[[ Exercise input, beginning ]]

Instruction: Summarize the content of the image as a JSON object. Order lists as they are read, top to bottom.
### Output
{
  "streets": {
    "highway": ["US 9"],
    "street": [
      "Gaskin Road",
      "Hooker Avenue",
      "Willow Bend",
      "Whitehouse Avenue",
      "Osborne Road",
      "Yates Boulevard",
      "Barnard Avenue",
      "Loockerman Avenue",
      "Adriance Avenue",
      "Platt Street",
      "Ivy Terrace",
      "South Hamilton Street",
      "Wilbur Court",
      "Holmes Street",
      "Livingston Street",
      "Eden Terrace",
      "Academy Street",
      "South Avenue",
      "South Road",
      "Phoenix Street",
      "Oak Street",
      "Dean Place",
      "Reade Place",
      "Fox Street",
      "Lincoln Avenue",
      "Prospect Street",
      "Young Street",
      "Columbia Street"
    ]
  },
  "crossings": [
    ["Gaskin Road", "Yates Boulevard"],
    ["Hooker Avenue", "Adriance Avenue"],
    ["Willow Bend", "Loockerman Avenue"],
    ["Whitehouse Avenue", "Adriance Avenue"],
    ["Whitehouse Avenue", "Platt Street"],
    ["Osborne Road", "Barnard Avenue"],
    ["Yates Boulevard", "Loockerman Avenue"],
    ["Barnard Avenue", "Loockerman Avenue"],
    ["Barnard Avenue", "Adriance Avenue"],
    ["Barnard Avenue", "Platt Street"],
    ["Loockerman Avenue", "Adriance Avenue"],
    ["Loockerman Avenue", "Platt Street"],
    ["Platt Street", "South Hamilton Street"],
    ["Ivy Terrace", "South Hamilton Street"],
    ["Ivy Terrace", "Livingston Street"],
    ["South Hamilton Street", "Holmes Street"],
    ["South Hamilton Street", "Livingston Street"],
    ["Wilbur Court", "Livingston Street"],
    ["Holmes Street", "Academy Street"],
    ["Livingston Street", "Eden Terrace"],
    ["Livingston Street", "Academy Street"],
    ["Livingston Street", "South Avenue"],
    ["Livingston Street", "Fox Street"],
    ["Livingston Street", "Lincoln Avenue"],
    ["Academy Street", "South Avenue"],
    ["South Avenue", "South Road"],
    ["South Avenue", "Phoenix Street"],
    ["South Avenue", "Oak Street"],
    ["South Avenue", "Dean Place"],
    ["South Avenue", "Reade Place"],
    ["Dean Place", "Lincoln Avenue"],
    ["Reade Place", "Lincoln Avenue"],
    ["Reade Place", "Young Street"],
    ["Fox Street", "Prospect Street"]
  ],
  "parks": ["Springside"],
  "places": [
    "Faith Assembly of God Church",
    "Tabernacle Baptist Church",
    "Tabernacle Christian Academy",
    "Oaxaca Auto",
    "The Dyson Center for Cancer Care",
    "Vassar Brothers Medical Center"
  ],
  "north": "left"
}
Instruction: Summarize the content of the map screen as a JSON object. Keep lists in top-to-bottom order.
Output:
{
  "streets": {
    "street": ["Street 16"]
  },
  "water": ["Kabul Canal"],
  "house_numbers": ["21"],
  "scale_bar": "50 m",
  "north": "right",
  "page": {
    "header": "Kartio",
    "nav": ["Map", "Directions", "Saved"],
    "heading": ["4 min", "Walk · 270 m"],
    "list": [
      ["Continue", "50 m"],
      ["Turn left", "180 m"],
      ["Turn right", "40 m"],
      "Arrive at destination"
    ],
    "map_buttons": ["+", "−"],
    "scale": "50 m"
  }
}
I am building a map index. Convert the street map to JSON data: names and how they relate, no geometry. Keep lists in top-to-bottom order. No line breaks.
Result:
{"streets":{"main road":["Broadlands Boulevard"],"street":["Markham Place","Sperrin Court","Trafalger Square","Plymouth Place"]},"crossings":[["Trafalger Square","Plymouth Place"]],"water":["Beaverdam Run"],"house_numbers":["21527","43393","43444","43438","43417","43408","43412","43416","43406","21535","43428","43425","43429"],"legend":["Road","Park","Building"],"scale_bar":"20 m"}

[[ Exercise input, end ]]

### Action item:
Scan the material and collect every line that contains "Instruction".

### Your solution:
Instruction: Summarize the content of the image as a JSON object. Order lists as they are read, top to bottom.
Instruction: Summarize the content of the map screen as a JSON object. Keep lists in top-to-bottom order.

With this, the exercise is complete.